▶ **AIM OF THE EXERCISE**
Output only the lines from the start of the entries through the line holding "I am building". Each line must match the original exactly.

[SUPPLIED RECORDS]

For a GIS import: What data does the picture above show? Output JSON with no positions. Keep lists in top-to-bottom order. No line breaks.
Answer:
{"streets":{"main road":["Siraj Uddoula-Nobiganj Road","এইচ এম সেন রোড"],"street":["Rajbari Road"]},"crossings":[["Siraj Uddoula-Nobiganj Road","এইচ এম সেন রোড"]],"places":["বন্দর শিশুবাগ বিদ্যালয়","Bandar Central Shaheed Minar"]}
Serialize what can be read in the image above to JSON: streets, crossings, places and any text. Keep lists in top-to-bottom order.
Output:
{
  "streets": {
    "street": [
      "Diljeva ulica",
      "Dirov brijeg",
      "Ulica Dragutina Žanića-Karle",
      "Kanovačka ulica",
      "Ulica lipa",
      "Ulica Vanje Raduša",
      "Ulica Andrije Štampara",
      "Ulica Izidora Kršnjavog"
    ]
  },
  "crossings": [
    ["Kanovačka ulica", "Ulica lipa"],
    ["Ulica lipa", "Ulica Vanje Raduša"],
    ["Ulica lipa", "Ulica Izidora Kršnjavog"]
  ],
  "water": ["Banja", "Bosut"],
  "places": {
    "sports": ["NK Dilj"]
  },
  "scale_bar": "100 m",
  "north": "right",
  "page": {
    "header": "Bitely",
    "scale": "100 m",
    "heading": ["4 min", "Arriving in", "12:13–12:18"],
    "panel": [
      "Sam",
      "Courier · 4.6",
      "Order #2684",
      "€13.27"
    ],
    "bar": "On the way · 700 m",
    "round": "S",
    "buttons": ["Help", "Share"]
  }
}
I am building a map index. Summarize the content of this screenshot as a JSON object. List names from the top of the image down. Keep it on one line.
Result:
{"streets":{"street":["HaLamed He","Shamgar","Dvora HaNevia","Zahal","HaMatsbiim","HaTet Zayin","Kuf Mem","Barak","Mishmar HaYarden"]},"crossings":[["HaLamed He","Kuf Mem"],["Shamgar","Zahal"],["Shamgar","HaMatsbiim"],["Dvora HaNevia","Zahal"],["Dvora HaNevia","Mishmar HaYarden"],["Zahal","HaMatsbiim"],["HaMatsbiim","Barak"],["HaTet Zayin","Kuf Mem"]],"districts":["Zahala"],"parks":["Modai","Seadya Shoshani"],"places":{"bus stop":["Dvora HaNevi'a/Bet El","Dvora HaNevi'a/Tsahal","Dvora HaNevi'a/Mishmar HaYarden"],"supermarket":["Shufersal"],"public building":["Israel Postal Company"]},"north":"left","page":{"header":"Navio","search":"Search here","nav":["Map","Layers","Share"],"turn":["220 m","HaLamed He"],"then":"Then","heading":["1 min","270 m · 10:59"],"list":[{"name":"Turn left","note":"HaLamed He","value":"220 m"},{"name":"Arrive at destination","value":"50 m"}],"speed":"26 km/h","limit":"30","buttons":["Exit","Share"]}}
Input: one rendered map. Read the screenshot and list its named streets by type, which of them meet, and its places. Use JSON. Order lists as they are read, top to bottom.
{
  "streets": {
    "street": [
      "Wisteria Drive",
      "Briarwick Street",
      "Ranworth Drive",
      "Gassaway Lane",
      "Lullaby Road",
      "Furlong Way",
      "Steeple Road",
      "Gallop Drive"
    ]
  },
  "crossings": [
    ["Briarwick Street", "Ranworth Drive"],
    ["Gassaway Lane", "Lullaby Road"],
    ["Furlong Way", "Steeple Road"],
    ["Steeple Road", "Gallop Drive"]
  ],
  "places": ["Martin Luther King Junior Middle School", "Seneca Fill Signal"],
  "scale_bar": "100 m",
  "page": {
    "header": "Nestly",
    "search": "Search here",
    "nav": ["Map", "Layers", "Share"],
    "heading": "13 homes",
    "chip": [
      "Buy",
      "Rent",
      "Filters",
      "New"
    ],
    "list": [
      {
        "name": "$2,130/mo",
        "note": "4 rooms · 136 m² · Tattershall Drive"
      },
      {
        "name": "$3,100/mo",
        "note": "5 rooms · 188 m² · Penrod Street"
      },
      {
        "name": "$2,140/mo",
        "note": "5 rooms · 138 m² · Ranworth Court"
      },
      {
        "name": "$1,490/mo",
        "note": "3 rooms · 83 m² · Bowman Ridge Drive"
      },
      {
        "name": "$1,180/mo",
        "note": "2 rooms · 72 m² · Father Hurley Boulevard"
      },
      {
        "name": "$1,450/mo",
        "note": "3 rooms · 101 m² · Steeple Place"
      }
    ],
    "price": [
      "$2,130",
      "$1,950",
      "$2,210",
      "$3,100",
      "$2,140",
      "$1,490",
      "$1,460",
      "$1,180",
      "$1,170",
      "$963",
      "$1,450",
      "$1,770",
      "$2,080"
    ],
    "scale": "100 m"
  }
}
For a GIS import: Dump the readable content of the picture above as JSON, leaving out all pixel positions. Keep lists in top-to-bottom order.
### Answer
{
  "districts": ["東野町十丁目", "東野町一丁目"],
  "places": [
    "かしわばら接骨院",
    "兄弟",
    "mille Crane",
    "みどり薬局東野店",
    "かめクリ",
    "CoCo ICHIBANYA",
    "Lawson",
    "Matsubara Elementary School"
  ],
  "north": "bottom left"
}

[/SUPPLIED RECORDS]

▶ **ANSWER FOR THIS EXERCISE**
For a GIS import: What data does the picture above show? Output JSON with no positions. Keep lists in top-to-bottom order. No line breaks.
Answer:
{"streets":{"main road":["Siraj Uddoula-Nobiganj Road","এইচ এম সেন রোড"],"street":["Rajbari Road"]},"crossings":[["Siraj Uddoula-Nobiganj Road","এইচ এম সেন রোড"]],"places":["বন্দর শিশুবাগ বিদ্যালয়","Bandar Central Shaheed Minar"]}
Serialize what can be read in the image above to JSON: streets, crossings, places and any text. Keep lists in top-to-bottom order.
Output:
{
  "streets": {
    "street": [
      "Diljeva ulica",
      "Dirov brijeg",
      "Ulica Dragutina Žanića-Karle",
      "Kanovačka ulica",
      "Ulica lipa",
      "Ulica Vanje Raduša",
      "Ulica Andrije Štampara",
      "Ulica Izidora Kršnjavog"
    ]
  },
  "crossings": [
    ["Kanovačka ulica", "Ulica lipa"],
    ["Ulica lipa", "Ulica Vanje Raduša"],
    ["Ulica lipa", "Ulica Izidora Kršnjavog"]
  ],
  "water": ["Banja", "Bosut"],
  "places": {
    "sports": ["NK Dilj"]
  },
  "scale_bar": "100 m",
  "north": "right",
  "page": {
    "header": "Bitely",
    "scale": "100 m",
    "heading": ["4 min", "Arriving in", "12:13–12:18"],
    "panel": [
      "Sam",
      "Courier · 4.6",
      "Order #2684",
      "€13.27"
    ],
    "bar": "On the way · 700 m",
    "round": "S",
    "buttons": ["Help", "Share"]
  }
}
I am building a map index. Summarize the content of this screenshot as a JSON object. List names from the top of the image down. Keep it on one line.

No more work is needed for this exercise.